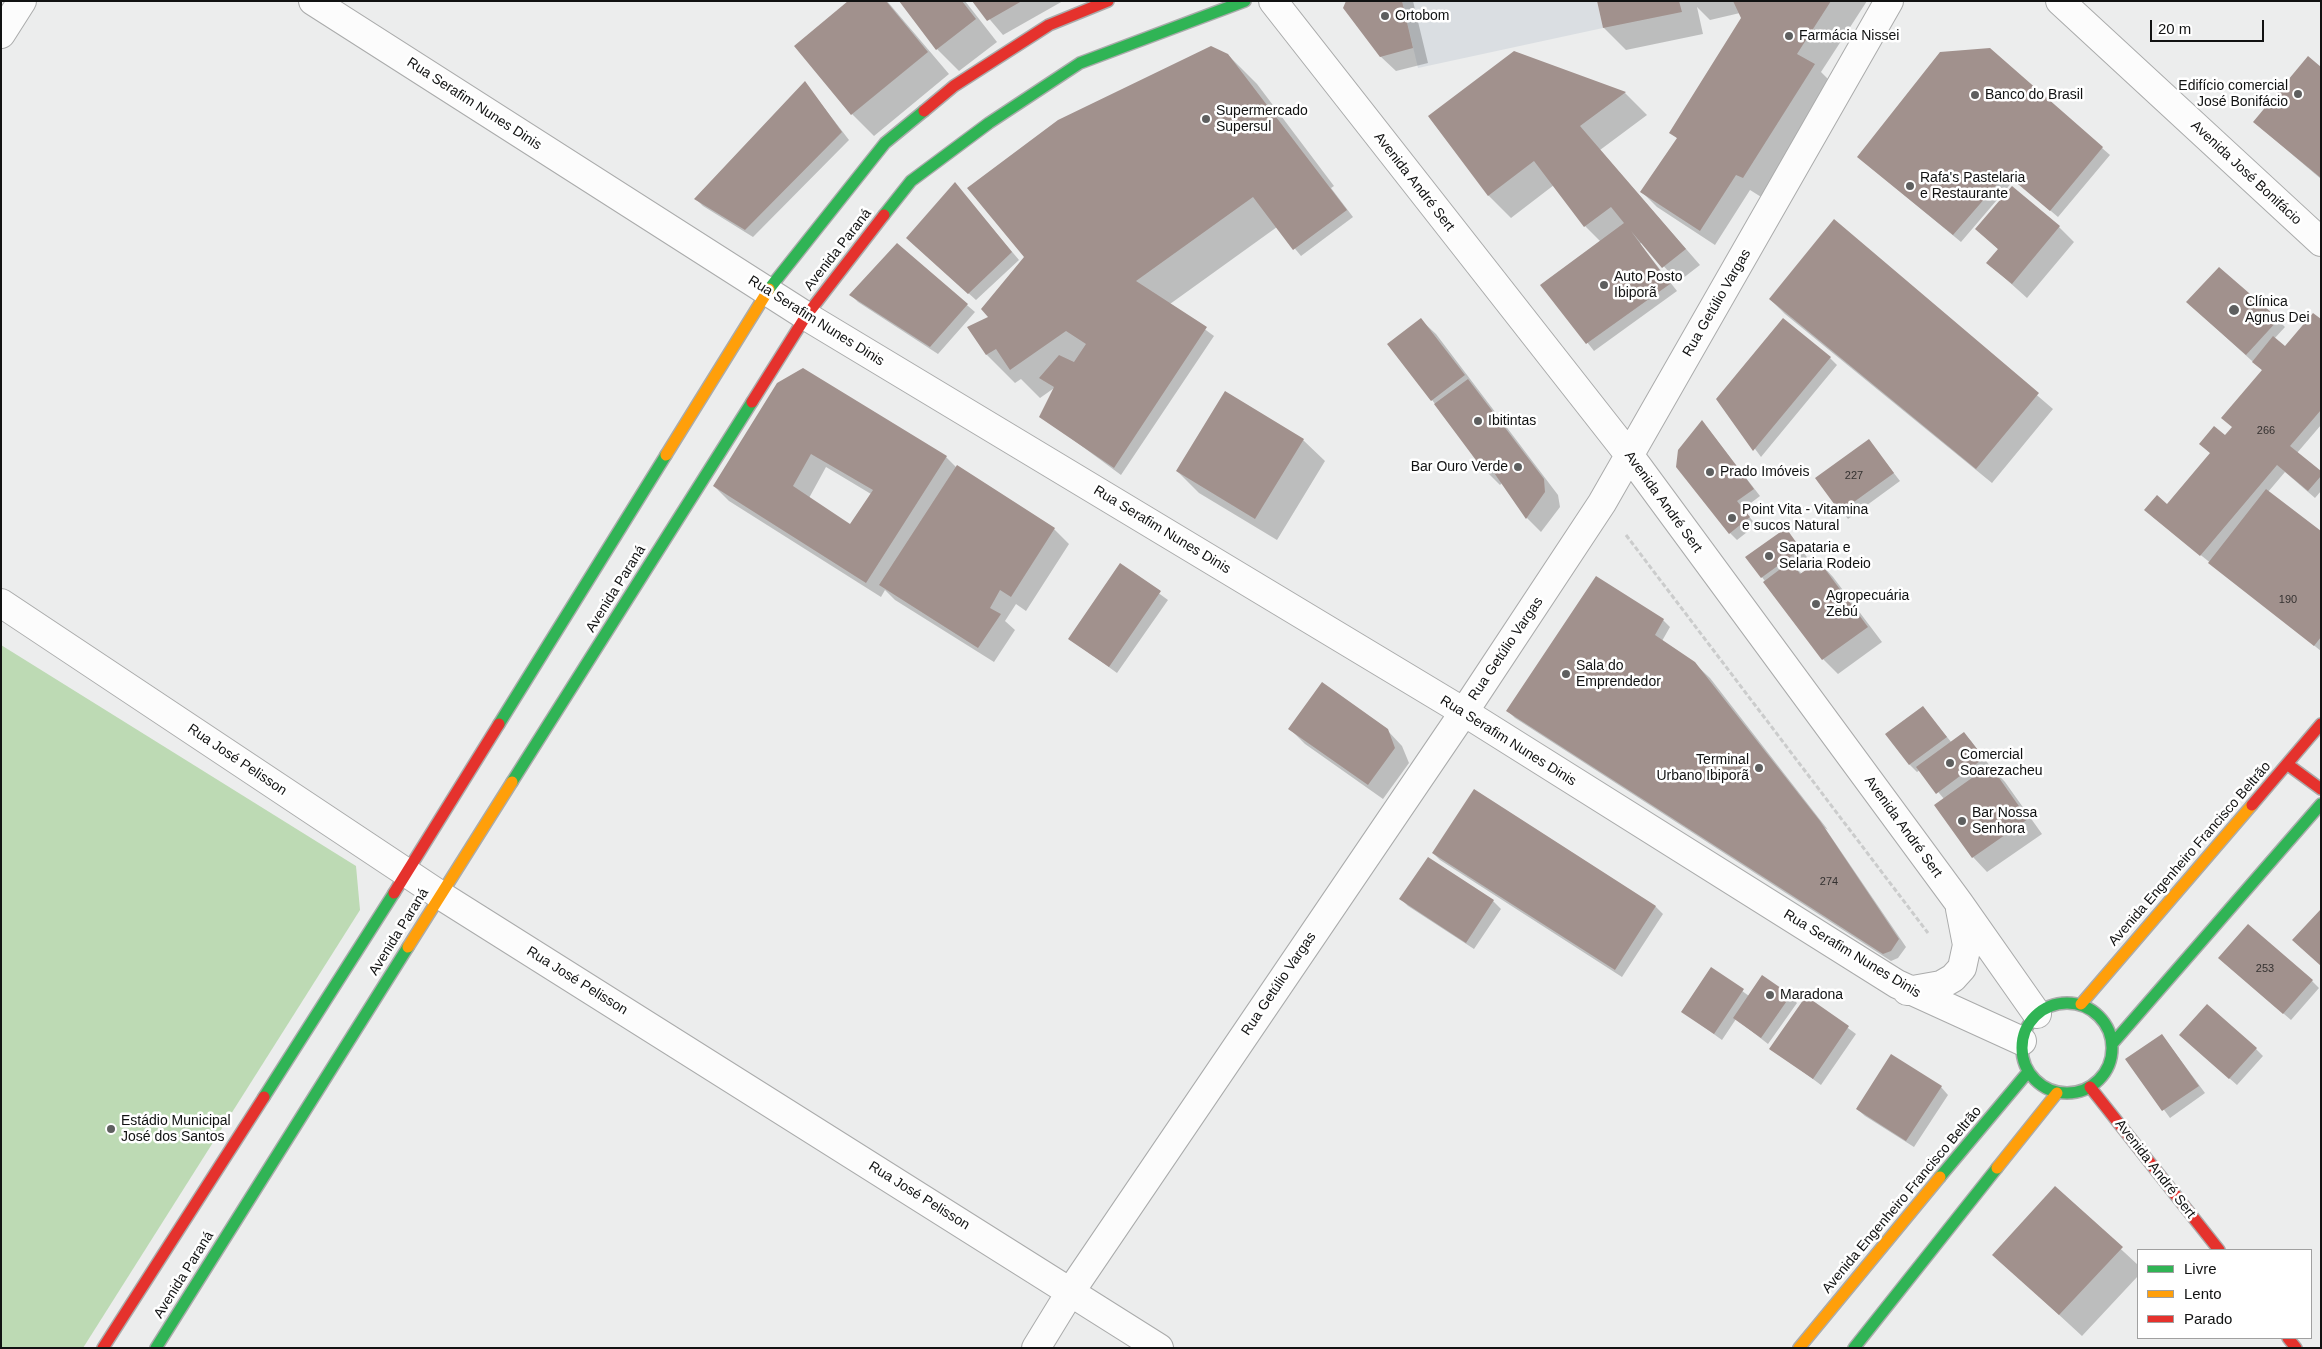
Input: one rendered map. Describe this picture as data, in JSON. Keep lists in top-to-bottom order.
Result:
{
  "streets": {
    "main road": ["Avenida André Sert", "Avenida Paraná", "Avenida Engenheiro Francisco Beltrão"],
    "street": [
      "Rua Serafim Nunes Dinis",
      "Avenida José Bonifácio",
      "Rua Getúlio Vargas",
      "Rua José Pelisson"
    ]
  },
  "crossings": [
    ["Rua Serafim Nunes Dinis", "Avenida André Sert"],
    ["Rua Serafim Nunes Dinis", "Avenida Paraná"],
    ["Rua Serafim Nunes Dinis", "Rua Getúlio Vargas"],
    ["Rua Serafim Nunes Dinis", "Avenida Engenheiro Francisco Beltrão"],
    ["Avenida André Sert", "Rua Getúlio Vargas"],
    ["Avenida André Sert", "Avenida Engenheiro Francisco Beltrão"],
    ["Avenida Paraná", "Rua José Pelisson"],
    ["Rua Getúlio Vargas", "Rua José Pelisson"]
  ],
  "places": [
    "Ortobom",
    "Farmácia Nissei",
    "Edifício comercial José Bonifácio",
    "Banco do Brasil",
    "Supermercado Supersul",
    "Rafa's Pastelaria e Restaurante",
    "Auto Posto Ibiporã",
    "Clínica Agnus Dei",
    "Ibitintas",
    "Bar Ouro Verde",
    "Prado Imóveis",
    "Point Vita - Vitamina e sucos Natural",
    "Sapataria e Selaria Rodeio",
    "Agropecuária Zebú",
    "Sala do Emprendedor",
    "Comercial Soarezacheu",
    "Terminal Urbano Ibiporã",
    "Bar Nossa Senhora",
    "Maradona",
    "Estádio Municipal José dos Santos"
  ],
  "house_numbers": [
    "266",
    "227",
    "190",
    "274",
    "253"
  ],
  "legend": ["Livre", "Lento", "Parado"],
  "scale_bar": "20 m"
}
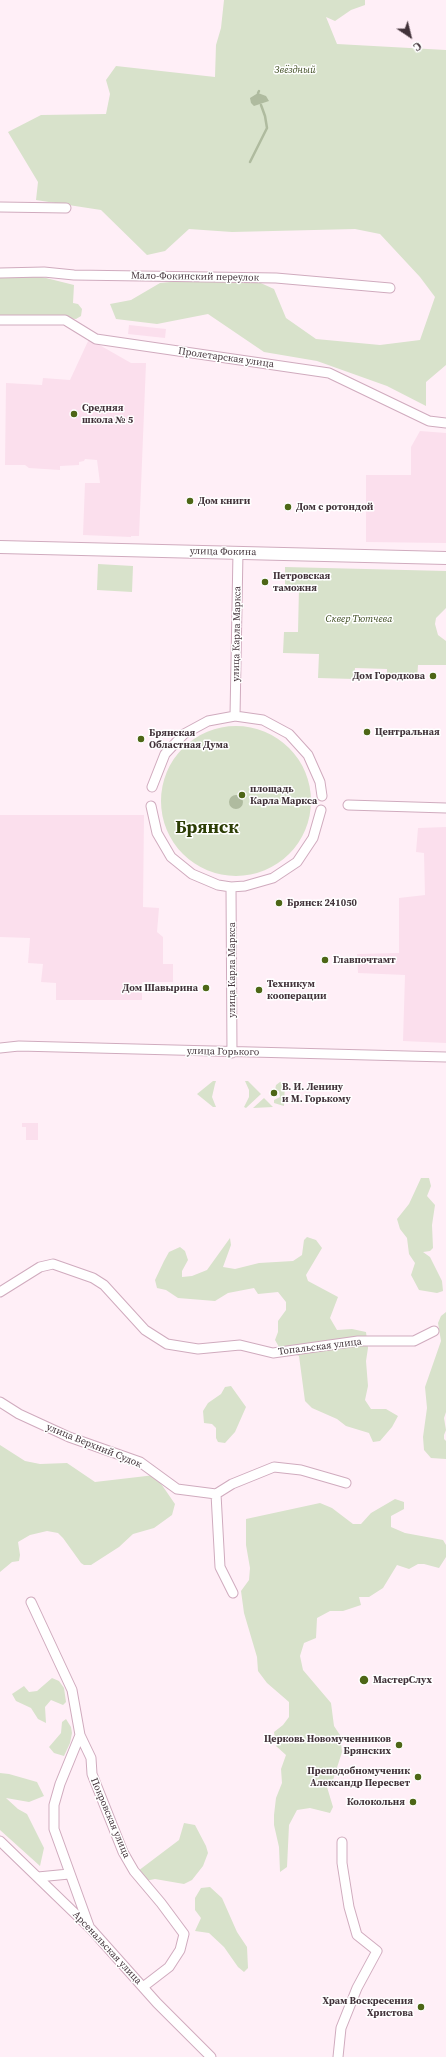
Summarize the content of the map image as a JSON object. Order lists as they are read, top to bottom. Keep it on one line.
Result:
{"streets":{"main road":["улица Фокина"],"street":["Мало-Фокинский переулок","Пролетарская улица","улица Карла Маркса","улица Горького","Топальская улица","улица Верхний Судок","Покровская улица","Арсенальская улица"]},"crossings":[["улица Фокина","улица Карла Маркса"],["улица Карла Маркса","улица Горького"],["Покровская улица","Арсенальская улица"]],"districts":["Брянск"],"parks":["Звёздный","Сквер Тютчева"],"places":["Средняя школа № 5","Дом книги","Дом с ротондой","Петровская таможня","Дом Городкова","Центральная","Брянская Областная Дума","площадь Карла Маркса","Брянск 241050","Главпочтамт","Дом Шавырина","Техникум кооперации","В. И. Ленину и М. Горькому","МастерСлух","Церковь Новомученников Брянских","Преподобномученик Александр Пересвет","Колокольня","Храм Воскресения Христова"],"north":"bottom right"}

********

- Assignment
What lines of the listing above hold "Paraná"? Copy all of them.

- Final answer
    "main road": ["Avenida André Sert", "Avenida Paraná", "Avenida Engenheiro Francisco Beltrão"],
    ["Rua Serafim Nunes Dinis", "Avenida Paraná"],
    ["Avenida Paraná", "Rua José Pelisson"],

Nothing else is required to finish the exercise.